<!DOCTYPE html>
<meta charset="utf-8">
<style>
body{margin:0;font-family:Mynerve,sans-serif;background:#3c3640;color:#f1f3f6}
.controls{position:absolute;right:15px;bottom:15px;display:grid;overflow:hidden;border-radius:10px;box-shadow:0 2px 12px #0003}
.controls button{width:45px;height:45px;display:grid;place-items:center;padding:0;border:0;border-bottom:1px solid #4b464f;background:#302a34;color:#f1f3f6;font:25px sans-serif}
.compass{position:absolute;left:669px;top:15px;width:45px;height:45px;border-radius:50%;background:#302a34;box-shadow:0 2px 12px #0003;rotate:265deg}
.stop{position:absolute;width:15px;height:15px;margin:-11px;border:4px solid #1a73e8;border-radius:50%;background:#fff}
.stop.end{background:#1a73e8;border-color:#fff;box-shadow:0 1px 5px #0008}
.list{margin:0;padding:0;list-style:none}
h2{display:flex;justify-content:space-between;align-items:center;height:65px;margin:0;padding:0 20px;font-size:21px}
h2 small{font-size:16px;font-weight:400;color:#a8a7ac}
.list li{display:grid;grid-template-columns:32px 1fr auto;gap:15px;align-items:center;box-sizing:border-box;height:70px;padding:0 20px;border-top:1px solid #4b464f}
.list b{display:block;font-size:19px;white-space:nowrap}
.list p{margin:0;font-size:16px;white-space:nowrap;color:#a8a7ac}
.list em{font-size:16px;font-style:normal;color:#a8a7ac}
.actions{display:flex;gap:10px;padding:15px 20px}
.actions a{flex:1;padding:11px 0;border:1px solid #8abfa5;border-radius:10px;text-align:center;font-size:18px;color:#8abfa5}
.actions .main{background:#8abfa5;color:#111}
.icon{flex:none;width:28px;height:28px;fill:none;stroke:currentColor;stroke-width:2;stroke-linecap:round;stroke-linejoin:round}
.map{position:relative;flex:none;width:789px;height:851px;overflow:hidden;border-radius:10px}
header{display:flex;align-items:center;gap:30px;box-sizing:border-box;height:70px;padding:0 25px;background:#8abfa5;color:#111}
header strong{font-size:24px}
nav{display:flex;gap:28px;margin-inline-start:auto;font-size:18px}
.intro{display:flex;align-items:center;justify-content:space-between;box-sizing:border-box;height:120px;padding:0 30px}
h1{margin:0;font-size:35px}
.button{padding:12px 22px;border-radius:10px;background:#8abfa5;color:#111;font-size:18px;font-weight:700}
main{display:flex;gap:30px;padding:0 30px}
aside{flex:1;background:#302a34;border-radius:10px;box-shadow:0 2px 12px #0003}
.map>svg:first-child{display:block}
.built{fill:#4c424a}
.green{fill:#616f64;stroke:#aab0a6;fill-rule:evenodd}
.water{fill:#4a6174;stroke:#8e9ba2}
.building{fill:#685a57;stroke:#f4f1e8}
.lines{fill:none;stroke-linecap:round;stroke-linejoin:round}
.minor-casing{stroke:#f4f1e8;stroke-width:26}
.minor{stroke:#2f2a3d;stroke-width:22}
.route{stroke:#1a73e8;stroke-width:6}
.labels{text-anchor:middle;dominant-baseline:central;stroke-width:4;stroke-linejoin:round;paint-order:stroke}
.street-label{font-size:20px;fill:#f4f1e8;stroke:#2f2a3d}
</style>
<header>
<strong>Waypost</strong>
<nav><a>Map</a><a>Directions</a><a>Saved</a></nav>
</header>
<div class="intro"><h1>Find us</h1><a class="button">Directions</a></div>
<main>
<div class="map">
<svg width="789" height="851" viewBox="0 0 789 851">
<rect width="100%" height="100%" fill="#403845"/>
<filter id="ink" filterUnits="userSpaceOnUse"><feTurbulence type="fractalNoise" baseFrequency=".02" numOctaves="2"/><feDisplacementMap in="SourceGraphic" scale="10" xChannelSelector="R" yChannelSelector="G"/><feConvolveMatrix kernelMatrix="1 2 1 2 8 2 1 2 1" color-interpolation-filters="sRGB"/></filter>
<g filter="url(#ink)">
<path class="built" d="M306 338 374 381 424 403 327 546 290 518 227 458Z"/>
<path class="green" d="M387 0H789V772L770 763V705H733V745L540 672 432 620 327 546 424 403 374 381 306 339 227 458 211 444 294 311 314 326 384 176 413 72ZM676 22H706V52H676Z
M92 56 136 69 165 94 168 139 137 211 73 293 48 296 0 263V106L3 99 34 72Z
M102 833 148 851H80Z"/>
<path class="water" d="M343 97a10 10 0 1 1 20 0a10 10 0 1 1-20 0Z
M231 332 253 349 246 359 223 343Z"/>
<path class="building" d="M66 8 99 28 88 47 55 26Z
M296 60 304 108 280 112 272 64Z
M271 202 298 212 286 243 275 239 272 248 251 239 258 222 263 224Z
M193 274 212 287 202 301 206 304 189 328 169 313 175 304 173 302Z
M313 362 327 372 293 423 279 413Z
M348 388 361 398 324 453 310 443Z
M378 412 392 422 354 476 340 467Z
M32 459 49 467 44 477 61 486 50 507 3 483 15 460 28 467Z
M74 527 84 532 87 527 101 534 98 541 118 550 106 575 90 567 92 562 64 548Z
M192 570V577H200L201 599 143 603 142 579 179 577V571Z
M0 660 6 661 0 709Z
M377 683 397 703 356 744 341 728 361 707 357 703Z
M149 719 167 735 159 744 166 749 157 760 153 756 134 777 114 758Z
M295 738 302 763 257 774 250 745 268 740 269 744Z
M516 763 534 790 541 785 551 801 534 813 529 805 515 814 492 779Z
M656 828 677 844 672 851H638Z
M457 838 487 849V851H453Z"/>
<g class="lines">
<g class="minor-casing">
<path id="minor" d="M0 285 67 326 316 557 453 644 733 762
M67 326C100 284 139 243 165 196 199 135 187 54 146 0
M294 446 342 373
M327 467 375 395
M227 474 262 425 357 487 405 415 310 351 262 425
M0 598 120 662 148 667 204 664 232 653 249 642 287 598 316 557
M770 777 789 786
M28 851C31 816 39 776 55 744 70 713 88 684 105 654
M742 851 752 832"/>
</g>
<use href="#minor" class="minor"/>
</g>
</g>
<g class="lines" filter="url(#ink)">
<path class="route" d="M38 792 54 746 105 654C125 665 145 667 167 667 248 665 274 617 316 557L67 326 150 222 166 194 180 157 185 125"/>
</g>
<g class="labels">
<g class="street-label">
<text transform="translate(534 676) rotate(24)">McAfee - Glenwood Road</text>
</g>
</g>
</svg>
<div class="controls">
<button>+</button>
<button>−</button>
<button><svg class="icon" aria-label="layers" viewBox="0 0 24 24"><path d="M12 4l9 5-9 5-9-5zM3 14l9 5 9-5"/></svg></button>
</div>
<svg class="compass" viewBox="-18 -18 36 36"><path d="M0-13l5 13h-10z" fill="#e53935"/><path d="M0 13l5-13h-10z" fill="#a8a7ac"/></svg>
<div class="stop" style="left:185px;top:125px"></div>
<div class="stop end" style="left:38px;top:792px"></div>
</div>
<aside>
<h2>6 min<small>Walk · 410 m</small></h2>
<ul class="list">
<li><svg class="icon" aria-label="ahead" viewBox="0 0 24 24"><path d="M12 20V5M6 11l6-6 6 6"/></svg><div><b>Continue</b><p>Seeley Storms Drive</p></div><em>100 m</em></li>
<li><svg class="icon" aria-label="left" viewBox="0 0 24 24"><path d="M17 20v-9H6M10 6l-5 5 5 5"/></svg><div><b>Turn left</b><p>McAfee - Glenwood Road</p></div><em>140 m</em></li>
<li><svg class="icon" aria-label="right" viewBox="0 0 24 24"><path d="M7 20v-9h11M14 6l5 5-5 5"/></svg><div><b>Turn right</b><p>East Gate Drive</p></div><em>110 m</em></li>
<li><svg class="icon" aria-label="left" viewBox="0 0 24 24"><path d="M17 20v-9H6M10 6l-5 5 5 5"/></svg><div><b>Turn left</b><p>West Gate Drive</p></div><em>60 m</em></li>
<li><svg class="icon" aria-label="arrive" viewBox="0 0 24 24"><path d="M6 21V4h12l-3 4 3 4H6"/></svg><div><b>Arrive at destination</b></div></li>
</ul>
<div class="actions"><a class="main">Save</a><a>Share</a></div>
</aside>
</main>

▬▬▬▬▬▬▬▬▬▬

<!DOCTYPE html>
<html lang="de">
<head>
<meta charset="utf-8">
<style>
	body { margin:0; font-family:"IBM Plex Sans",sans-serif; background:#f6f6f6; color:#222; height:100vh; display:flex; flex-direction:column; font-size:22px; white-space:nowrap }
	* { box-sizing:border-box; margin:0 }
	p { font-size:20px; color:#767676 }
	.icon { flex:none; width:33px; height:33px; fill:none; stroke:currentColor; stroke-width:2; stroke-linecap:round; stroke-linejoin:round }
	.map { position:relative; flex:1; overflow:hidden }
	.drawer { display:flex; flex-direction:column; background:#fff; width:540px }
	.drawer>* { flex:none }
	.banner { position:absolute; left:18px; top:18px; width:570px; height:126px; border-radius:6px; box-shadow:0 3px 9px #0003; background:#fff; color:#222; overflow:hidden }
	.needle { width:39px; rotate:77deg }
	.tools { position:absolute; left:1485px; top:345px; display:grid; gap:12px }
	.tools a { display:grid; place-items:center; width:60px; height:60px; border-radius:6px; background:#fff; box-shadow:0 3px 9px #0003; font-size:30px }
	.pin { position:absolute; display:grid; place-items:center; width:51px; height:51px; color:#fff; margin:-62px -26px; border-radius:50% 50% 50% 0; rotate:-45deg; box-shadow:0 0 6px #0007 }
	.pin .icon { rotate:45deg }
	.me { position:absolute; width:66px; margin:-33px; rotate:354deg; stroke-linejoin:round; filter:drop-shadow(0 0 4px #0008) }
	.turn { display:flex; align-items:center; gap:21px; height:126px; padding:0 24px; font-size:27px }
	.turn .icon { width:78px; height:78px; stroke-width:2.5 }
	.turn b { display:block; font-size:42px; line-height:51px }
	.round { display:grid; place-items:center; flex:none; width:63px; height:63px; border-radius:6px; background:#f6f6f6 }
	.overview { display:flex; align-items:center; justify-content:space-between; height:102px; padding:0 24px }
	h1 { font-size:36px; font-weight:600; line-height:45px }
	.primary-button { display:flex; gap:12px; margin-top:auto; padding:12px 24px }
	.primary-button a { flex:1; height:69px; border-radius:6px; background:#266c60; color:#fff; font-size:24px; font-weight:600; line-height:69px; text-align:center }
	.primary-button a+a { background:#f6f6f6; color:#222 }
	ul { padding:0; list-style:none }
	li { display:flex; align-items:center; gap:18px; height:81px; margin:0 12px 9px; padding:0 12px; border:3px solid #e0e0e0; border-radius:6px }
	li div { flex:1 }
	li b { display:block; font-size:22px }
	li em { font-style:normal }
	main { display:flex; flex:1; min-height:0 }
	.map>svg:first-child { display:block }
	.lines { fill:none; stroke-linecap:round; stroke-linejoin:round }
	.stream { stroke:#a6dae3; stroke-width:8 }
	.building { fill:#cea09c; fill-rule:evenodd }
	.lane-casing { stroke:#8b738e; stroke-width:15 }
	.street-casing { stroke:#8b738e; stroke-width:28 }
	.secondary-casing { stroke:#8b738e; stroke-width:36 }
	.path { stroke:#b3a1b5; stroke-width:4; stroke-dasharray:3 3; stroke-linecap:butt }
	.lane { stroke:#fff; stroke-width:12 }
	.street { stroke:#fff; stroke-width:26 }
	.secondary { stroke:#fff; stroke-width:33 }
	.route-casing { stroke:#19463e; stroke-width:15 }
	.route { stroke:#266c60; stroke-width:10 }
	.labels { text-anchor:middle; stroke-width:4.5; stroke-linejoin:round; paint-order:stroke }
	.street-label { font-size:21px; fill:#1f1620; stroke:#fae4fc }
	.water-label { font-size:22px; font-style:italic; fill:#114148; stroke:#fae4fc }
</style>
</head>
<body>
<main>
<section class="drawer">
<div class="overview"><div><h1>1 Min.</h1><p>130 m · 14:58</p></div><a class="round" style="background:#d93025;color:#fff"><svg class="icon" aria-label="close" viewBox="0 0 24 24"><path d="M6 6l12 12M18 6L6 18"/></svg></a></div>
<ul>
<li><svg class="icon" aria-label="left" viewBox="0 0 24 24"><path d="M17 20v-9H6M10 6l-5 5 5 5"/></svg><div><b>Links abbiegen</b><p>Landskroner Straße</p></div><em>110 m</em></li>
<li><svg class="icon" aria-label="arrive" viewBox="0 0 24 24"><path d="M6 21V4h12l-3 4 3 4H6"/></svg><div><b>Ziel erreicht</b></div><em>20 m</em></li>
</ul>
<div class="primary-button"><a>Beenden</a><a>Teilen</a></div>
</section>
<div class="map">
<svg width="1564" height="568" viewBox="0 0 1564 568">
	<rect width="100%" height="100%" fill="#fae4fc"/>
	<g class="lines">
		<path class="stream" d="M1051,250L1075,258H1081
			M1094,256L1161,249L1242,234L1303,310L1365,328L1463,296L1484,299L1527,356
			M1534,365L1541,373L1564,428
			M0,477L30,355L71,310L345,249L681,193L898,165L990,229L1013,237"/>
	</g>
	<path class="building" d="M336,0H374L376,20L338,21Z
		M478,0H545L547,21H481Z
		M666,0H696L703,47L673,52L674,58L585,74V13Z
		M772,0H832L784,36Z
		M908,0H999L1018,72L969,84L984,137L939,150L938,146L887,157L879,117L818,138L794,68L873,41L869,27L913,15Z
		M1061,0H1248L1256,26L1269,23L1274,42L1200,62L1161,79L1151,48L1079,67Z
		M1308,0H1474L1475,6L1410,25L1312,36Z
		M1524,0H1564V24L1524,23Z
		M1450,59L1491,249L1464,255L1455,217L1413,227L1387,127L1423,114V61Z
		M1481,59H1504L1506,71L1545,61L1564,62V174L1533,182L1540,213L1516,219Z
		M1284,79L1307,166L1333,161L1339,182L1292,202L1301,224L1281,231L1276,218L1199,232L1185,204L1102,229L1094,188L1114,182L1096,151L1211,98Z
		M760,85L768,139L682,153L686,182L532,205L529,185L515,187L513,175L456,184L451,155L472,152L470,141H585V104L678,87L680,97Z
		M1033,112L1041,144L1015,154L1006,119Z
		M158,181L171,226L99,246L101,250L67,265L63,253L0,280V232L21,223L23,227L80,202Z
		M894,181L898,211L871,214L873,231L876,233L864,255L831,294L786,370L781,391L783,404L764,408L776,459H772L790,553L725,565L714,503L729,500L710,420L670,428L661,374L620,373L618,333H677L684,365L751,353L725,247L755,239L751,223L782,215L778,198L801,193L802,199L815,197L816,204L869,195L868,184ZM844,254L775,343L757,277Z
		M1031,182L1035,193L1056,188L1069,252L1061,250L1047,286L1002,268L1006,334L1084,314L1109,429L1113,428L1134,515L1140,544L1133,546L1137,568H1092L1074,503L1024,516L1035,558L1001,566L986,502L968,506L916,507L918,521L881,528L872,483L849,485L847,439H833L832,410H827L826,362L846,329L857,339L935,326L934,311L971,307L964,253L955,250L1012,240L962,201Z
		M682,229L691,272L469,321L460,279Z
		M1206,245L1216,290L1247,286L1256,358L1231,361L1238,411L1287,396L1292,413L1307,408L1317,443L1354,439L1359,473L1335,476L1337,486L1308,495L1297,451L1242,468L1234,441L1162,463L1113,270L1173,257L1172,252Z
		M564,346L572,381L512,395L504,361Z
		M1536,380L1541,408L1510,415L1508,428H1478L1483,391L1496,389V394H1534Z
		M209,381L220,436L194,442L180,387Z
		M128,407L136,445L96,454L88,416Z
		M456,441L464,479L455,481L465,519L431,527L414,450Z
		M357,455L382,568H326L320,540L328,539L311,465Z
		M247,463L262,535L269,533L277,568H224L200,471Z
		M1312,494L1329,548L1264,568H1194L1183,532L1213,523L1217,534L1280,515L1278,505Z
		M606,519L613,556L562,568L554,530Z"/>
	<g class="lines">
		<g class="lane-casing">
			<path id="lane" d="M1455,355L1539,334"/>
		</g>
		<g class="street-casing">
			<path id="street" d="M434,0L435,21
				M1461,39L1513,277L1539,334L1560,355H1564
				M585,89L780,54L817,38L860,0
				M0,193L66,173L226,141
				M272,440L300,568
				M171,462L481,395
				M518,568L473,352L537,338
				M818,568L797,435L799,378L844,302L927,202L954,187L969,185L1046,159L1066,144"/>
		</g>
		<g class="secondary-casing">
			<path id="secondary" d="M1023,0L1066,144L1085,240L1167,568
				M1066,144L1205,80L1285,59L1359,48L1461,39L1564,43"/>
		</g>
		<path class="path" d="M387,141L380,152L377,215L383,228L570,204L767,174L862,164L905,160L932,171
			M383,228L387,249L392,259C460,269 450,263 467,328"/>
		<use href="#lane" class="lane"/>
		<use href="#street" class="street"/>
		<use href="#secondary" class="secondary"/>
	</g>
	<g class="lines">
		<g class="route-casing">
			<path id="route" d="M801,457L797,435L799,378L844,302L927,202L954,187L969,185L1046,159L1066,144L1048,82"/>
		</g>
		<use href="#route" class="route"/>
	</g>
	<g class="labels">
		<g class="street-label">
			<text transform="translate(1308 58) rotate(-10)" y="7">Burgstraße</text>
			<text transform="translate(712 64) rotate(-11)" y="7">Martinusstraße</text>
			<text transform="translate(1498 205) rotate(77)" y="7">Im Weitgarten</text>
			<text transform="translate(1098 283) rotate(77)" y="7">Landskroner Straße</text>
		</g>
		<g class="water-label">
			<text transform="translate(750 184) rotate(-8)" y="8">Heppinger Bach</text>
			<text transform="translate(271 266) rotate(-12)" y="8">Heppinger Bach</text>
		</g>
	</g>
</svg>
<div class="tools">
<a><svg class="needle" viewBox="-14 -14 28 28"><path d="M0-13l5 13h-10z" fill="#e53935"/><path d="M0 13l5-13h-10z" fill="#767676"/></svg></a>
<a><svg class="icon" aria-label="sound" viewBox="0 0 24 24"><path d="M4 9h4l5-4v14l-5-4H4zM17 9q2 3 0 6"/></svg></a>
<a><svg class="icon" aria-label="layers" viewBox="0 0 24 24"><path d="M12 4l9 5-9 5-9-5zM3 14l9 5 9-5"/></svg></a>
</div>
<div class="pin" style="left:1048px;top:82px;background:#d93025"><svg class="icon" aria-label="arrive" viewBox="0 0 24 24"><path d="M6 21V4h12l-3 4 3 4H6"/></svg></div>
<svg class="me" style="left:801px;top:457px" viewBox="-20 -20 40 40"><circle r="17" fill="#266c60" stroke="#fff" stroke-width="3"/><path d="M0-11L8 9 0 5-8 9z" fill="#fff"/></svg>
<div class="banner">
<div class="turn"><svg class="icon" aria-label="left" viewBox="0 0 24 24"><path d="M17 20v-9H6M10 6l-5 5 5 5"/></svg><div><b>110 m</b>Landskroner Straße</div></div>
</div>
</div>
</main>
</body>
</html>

▬▬▬▬▬▬▬▬▬▬

Problem statement:
Scan the entries for the word "position". Report each line that has it.

Output of the exercise:
.controls{position:absolute;right:15px;bottom:15px;display:grid;overflow:hidden;border-radius:10px;box-shadow:0 2px 12px #0003}
.compass{position:absolute;left:669px;top:15px;width:45px;height:45px;border-radius:50%;background:#302a34;box-shadow:0 2px 12px #0003;rotate:265deg}
.stop{position:absolute;width:15px;height:15px;margin:-11px;border:4px solid #1a73e8;border-radius:50%;background:#fff}
.map{position:relative;flex:none;width:789px;height:851px;overflow:hidden;border-radius:10px}
	.map { position:relative; flex:1; overflow:hidden }
	.banner { position:absolute; left:18px; top:18px; width:570px; height:126px; border-radius:6px; box-shadow:0 3px 9px #0003; background:#fff; color:#222; overflow:hidden }
	.tools { position:absolute; left:1485px; top:345px; display:grid; gap:12px }
	.pin { position:absolute; display:grid; place-items:center; width:51px; height:51px; color:#fff; margin:-62px -26px; border-radius:50% 50% 50% 0; rotate:-45deg; box-shadow:0 0 6px #0007 }
	.me { position:absolute; width:66px; margin:-33px; rotate:354deg; stroke-linejoin:round; filter:drop-shadow(0 0 4px #0008) }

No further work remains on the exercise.